▶ [What needs to be done]: Filter the listing below down to the lines containing the word "strokeStyle".

▶ [Material provided]:
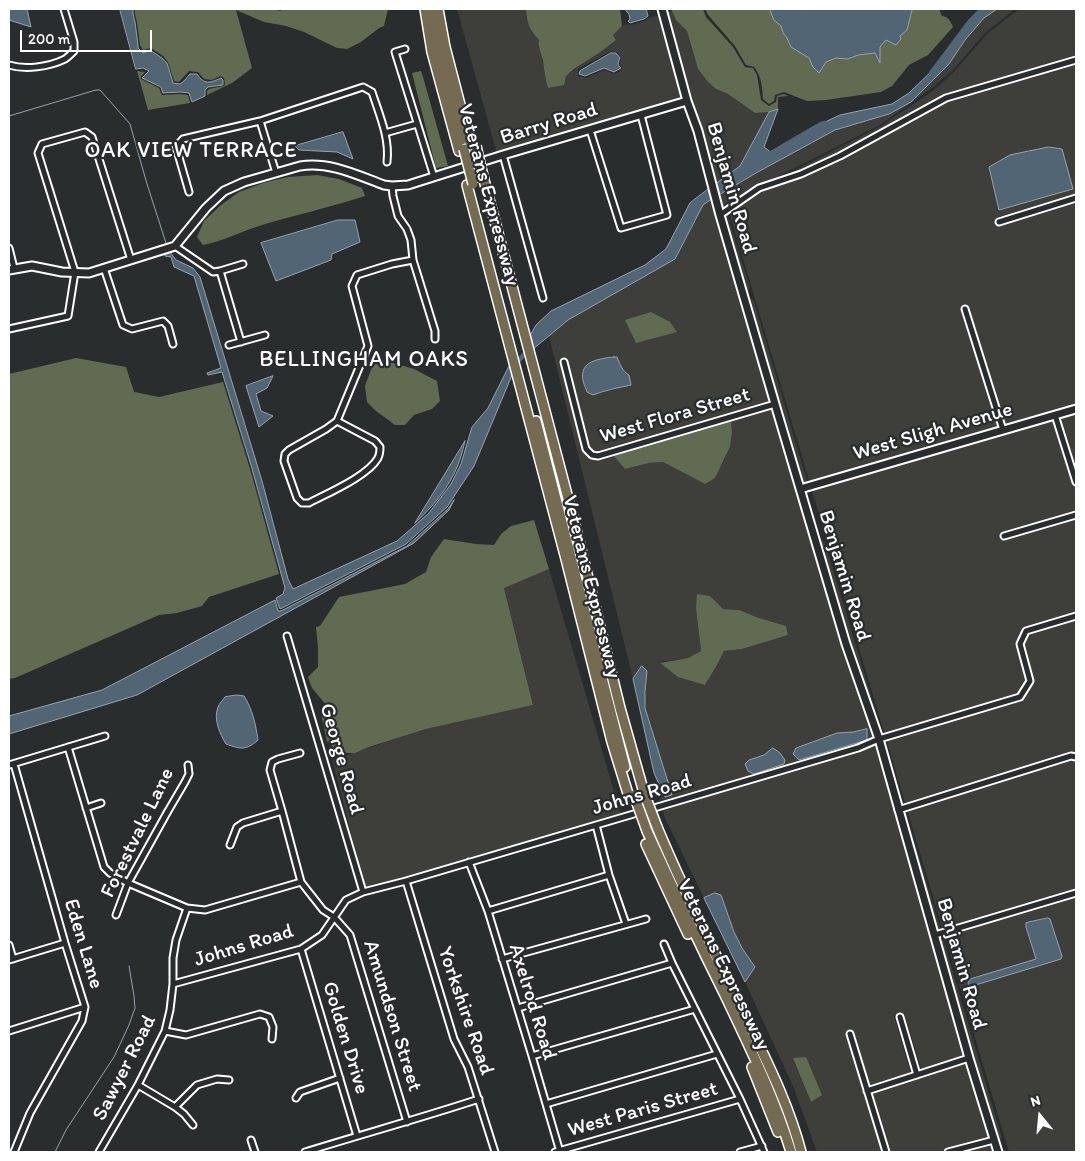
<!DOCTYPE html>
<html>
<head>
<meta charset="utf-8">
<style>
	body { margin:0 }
	#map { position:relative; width:1085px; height:1161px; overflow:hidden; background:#2a2d2e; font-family:Itim,sans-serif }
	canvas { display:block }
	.frame { position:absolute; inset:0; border:10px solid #fff; pointer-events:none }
	.north { position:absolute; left:1015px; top:1091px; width:50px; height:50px; -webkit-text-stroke:4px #2a2d2e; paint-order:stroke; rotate:343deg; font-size:14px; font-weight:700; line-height:20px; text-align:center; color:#fff }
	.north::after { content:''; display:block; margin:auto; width:18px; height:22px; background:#fff; clip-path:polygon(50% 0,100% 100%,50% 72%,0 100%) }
	.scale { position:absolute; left:20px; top:30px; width:132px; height:22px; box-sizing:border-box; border:2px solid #fff; border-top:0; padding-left:6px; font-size:15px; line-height:18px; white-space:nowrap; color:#fff; -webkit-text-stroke:4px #2a2d2e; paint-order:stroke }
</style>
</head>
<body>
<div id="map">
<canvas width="1085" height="1161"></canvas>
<div class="frame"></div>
<div class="north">N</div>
<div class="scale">200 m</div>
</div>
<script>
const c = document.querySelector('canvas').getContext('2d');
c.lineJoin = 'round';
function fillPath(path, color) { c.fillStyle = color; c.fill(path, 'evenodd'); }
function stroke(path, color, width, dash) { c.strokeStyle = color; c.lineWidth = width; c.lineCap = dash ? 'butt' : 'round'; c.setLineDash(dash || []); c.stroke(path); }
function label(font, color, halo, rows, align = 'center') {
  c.font = font + ' Itim,sans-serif'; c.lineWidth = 4.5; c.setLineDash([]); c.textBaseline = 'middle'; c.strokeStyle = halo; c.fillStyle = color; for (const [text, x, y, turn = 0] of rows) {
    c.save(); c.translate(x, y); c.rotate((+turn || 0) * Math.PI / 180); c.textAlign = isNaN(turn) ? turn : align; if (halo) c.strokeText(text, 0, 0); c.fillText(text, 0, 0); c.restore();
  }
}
fillPath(new Path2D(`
	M457 9H526L527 17 532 33 539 40V46L542 57 546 81 548 88 563 85 566 76 616 39 613 35 622 26 627 24 631 25 645 21 648 18 661 15 684 99 561 134 497 154ZM611 51 617 52 621 58 620 63 622 69 619 72 614 74 604 70 586 78 578 76V69Z
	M997 9H1015L985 33 953 70 932 88 880 125 765 183 757 186 750 191 726 203 725 205 726 207 721 211 717 196 756 173 835 130 889 114 949 64 965 40 984 18Z
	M1019 9H1076V1152H1009L727 205 881 126 934 90 954 72 987 34Z
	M672 11 676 20 687 31 698 69 708 82 716 89 728 94 755 113 770 112H769L740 166 714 185 665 13Z
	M713 198 772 402 597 453H593L588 448 566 359 562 360 584 450 590 457 597 459 620 452 625 469 649 463 663 462 705 484 723 463 730 447 732 432 731 420 773 407 876 738 860 745 661 803 654 773 665 797 672 794 645 708V691L647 671 642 666 633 679 549 336 568 320 675 259 703 204ZM617 357 620 366 625 373 618 389 604 391 593 395 600 359 603 358ZM710 596 722 609 739 610 759 618 786 626 788 634 742 649 724 651 717 665 705 685 661 662 688 658 701 651 699 630ZM853 732 800 760 794 754 796 748 837 733ZM764 755 784 764 754 774 749 760Z
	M727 213 750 288 747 296 754 301 808 484 801 486 722 216Z
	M816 535 825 543 883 735 880 736 848 643Z
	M549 569 621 815 405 878 365 889 336 774 332 760 426 729 533 705 504 587Z
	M877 743 895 809 966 1057 922 1071 904 1013 894 1016 911 1074 869 1088 851 1031 847 1032 884 1152H817L793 1086 745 982 755 967 742 948 734 932 721 895 715 893 704 898 664 816 663 808 862 750ZM793 1058 822 1094 811 1102Z
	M905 810 941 930 936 932 901 811Z
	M942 935 1002 1138 996 1140 938 937Z
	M967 1062 991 1138 938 1152H889L870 1092Z
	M992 1143 995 1152H957L970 1148Z`), '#3e3e3a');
fillPath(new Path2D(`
	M135 9H275L280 11 283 9H388L384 26 379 28 361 42 347 49 337 48 304 32 286 26 264 22 236 10 252 68 232 83 207 95V91L209 89 224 86 225 84 224 78 220 76 212 80 204 79 198 72 189 71 179 82 174 81 168 62 163 56 151 48 143 50 140 45 137 22 135 14Z
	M526 9H620L622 26 613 35 616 40 599 53 574 69 566 76 564 85 548 88C545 79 544 69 543 60 541 53 538 47 539 40 529 30 527 22 526 9Z
	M671 9H703L706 17 733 47 745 67 753 68 757 75 761 100 769 106 776 102 777 96 784 94 788 96 778 97V109L770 112 755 113 728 94 716 89 708 82 698 69 687 31 676 20Z
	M705 9H939L942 16C949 17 950 21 953 27L928 55 909 65 892 86 881 92 826 100 807 101 784 92 775 95 774 101 769 104 763 99C762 87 762 77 754 67L746 65 735 46 708 15Z
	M137 71 145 72 141 76V79L159 88 162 95 180 94 188 95 190 103 148 110Z
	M421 71 423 77 448 166 436 168 412 73Z
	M317 175 339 179 362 188 365 196C331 207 296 215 262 225 242 231 224 241 203 245L197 237 204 221 221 205 239 192 263 183 288 177Z
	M651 312 670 322 677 332 636 343 625 320Z
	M76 358 126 367 134 392 159 397 223 382 251 472 279 574 209 597 202 606 177 613 159 615 15 678 9 679V374Z
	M380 359 414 369 437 381 440 401 432 409 414 415 405 425H395L376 411 367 402 365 386 372 367Z
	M731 420 732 432 730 447 715 478 705 484 663 462 649 463 625 469 614 456 621 452Z
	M534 520 549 569 504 588 533 705 426 729 369 747 355 753H339L327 741 321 714 327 706 312 688 308 677 318 667V647L316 627 320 626 339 597 405 584 426 572 431 557 444 539 476 544 494 545 501 534 511 526Z
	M697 594 710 596 723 609 739 610 759 618 786 626 788 635 742 649 724 651 717 665 705 685 678 677 660 663 688 658 701 651 696 608Z
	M806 1057 822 1095 811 1102 793 1058Z`), '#616b52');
const water = new Path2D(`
	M9 9H27L31 27 9 20Z
	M120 9H133V14L135 22 138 45V48L143 53 150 50 162 58 167 63 173 83 180 84 184 81 190 74H197C204 85 210 83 221 78L223 80V85L208 87 205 90V96L192 102 189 93 180 92 163 93 161 87 142 78 149 71 143 68 136 69Z
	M627 9H646L648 16 644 19 630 23 628 21 630 19 629 14 626 11Z
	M770 9H911L912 10 907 30 900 36 901 39 896 45 886 40 880 47V63L875 53 858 55 848 59 836 58 826 62 819 73 813 67 809 58 791 47 787 38 783 33 781 26 774 20Z
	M981 9H997L984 18 965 40 949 64 911 102 889 114 835 130 756 173 717 196 714 185 740 166 769 112 778 109 764 147 772 153 823 123 840 115 892 104 909 93 939 64Z
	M611 53H616L620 58C618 62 617 65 621 68L614 72 604 68 585 76 579 74 580 71Z
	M343 132 353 159 337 152 299 150 295 146Z
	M1049 147 1062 149 1073 189 999 210 989 167 1010 155Z
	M710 188 713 198 703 205 675 259 568 320 532 350 528 339 536 325 551 311 645 265 666 249 690 203Z
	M338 220H355L360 242 332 254 331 260 276 281 261 243Z
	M170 252 176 260 193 268 200 277 262 481 288 579 293 589 397 541 429 513 451 484 461 464 472 427 488 408 509 366 512 375 474 466 447 507 406 544 280 609 276 598 283 594 285 588 251 465 222 372 208 375 207 373 221 368 194 276 174 267 171 257 165 256 164 253Z
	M614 357H617C620 364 622 371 629 375L631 385C618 388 605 390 593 395L587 392C585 386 581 379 583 372 585 360 604 358 614 357Z
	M273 376 267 388 256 394 261 411 273 416 259 427 246 386Z
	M465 441C463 449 461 457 458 465 449 487 433 507 415 523Z
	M454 500 449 510 414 543 137 695 9 734V716L102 690 275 600 278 611H281L407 546 448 509Z
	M642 666 647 671 645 691V708L672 795 665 797 654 773 633 679Z
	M237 695 244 696C252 708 256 725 258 740 246 751 240 749 226 744 220 734 213 719 218 707 219 704 223 700 225 697Z
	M867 729V740L799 760 793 754 796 748 837 733 853 732Z
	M773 748 780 753 785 760 784 764 754 774 748 771 745 764 749 760 764 755Z
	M715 893 721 895 734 932 742 948 755 967 745 982 704 898Z
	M1048 918 1050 919 1062 956 1061 959 969 987 968 983 970 979 1036 959 1026 927V923Z`);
fillPath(water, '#526575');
stroke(water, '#97a3ac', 1);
stroke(new Path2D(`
	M9 116 96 90H100L130 124 147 184 166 243
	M55 1152 66 1130 114 1057 129 1025 135 1008 134 996 129 966`), '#97a3ac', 1);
stroke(new Path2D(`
	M931 73 970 21 982 9
	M768 155 821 124 825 123
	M514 366 529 349`), '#526575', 4.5);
const street = new Path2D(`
	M405 49 395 52 434 177
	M9 65C25 70 49 67 65 59 68 57 71 54 74 51V42L64 9
	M260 121 276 173
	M590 130 621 228 667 215 641 115
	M385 133 417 124
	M503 155 543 298
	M392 186 393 196 398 216 407 229 411 240 413 260 435 331V339
	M189 192 176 147 183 139 260 121 363 87 372 92C379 114 390 138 387 162
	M720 215 759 188 801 174 840 156 946 98 1076 60
	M999 222 1076 198
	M175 246 213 272 220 271 243 264
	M9 248 14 268
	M104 268 123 325 132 329 163 321 168 326 173 344
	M220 271 241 342
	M965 309 1003 430
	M9 329 68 316 75 272 38 153 42 144 85 132 92 137 131 260
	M229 345 265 335
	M564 362 586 449 592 455 598 456 775 404
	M1055 415 1076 482
	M337 421 375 441 380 447C380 451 380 454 378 458 368 476 328 493 309 503H302L297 498 284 461 285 454 289 450 326 429Z
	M337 421 368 346 352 286 357 275 392 264 413 260
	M1004 536 1076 515
	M287 636 363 892
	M68 747 104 867 110 873 128 883 187 908 205 910 301 882
	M300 753 278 759 272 762 270 770 282 811 301 882 323 910 334 917 350 935 407 1122
	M9 765 105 736
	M86 808 101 803
	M898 810 1071 756 1076 757
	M596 825 609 875 626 924
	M230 845 237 827 243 823 282 811
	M469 862 488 911 532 1056 560 1152
	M406 881 454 1039 468 1067 495 1152
	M488 911 609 875
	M116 915 128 883 168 811 185 782 189 774 188 765
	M935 935 1076 893
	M664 944 672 963 740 1099 764 1152
	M9 945 13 959
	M301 949 357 1136
	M502 959 646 919
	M9 960 65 943
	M173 984 301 949 322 935 346 900 363 892 406 881 858 748 879 739 1020 697 1030 681 1020 644 1026 631 1076 616
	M518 1008 672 963
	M900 1017 917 1075
	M9 1031 85 1007
	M165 1031 186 1035 260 1014 269 1017 273 1027 272 1039
	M850 1034 886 1152
	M532 1056 695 1009
	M138 1085 175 1107 184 1114 193 1125
	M867 1091 969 1058
	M296 1098 300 1092 340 1078
	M546 1104 717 1054
	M175 1107 197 1085 217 1079 229 1080
	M251 1140 255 1152
	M14 1152 30 1113 82 1021 85 1007 65 943 14 764
	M99 1152 138 1085 165 1031 170 1010 173 984V958L176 940 187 908
	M305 1152C363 1134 421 1118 479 1099
	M555 1152 740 1099
	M740 1152 762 1146
	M948 1152 994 1140`);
const secondary = new Path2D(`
	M662 9 687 101 698 131 720 215 775 404 846 644 879 739 969 1058 998 1152
	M9 270 32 266 62 272 89 273 175 246 206 208 224 191 244 182 300 166C329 161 357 175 384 185L392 186 408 185 503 155 687 101
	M800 489 1076 409`);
const highway = new Path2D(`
	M425 9 432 52 459 151
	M431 9 438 51 462 140
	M438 9 445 47 471 147
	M484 180 575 525 620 708 644 793
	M467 185 566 559 612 742 629 797
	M536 421 625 767
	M657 827C684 892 716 955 746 1018 767 1062 789 1105 801 1152
	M647 831C672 886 698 941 725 995 750 1048 774 1096 791 1152
	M646 844 688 934
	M752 1067 778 1132`);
stroke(street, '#fff', 9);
stroke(secondary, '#fff', 11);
stroke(highway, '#fff', 12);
stroke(street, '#2a2d2e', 5);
stroke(secondary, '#2a2d2e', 7);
stroke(highway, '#746b52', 9);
const highwayBridge = new Path2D(`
	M476 146 484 180
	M464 149 473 184
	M644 793 657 827
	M634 795 647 831`);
stroke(highwayBridge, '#fff', 12, []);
stroke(highwayBridge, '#746b52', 9);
label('21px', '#fff', '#2a2d2e', [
	["Barry Road",549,124,-17],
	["Benjamin Road",731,188,74],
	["Veterans Expressway",488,195,75],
	["West Flora Street",675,416,-16],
	["West Sligh Avenue",933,432,-16],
	["Benjamin Road",844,576,73],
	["Veterans Expressway",591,587,76],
	["George Road",341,759,74],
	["Johns Road",642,795,-16],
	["Forestvale Lane",138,833,-64],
	["Eden Lane",83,944,73],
	["Johns Road",244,946,-17],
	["Benjamin Road",961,964,74],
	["Veterans Expressway",723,965,64],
	["Axelrod Road",532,1002,73],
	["Yorkshire Road",465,1011,71],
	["Amundson Street",392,1016,73],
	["Golden Drive",345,1038,73],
	["Sawyer Road",125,1068,-63],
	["West Paris Street",643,1110,-16]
]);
c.letterSpacing = '1px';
label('22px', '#fff', '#2a2d2e', [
	["OAK VIEW TERRACE",191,151],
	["BELLINGHAM OAKS",364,360]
]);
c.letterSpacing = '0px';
</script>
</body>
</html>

▶ [Answer to this exercise]:
function stroke(path, color, width, dash) { c.strokeStyle = color; c.lineWidth = width; c.lineCap = dash ? 'butt' : 'round'; c.setLineDash(dash || []); c.stroke(path); }
  c.font = font + ' Itim,sans-serif'; c.lineWidth = 4.5; c.setLineDash([]); c.textBaseline = 'middle'; c.strokeStyle = halo; c.fillStyle = color; for (const [text, x, y, turn = 0] of rows) {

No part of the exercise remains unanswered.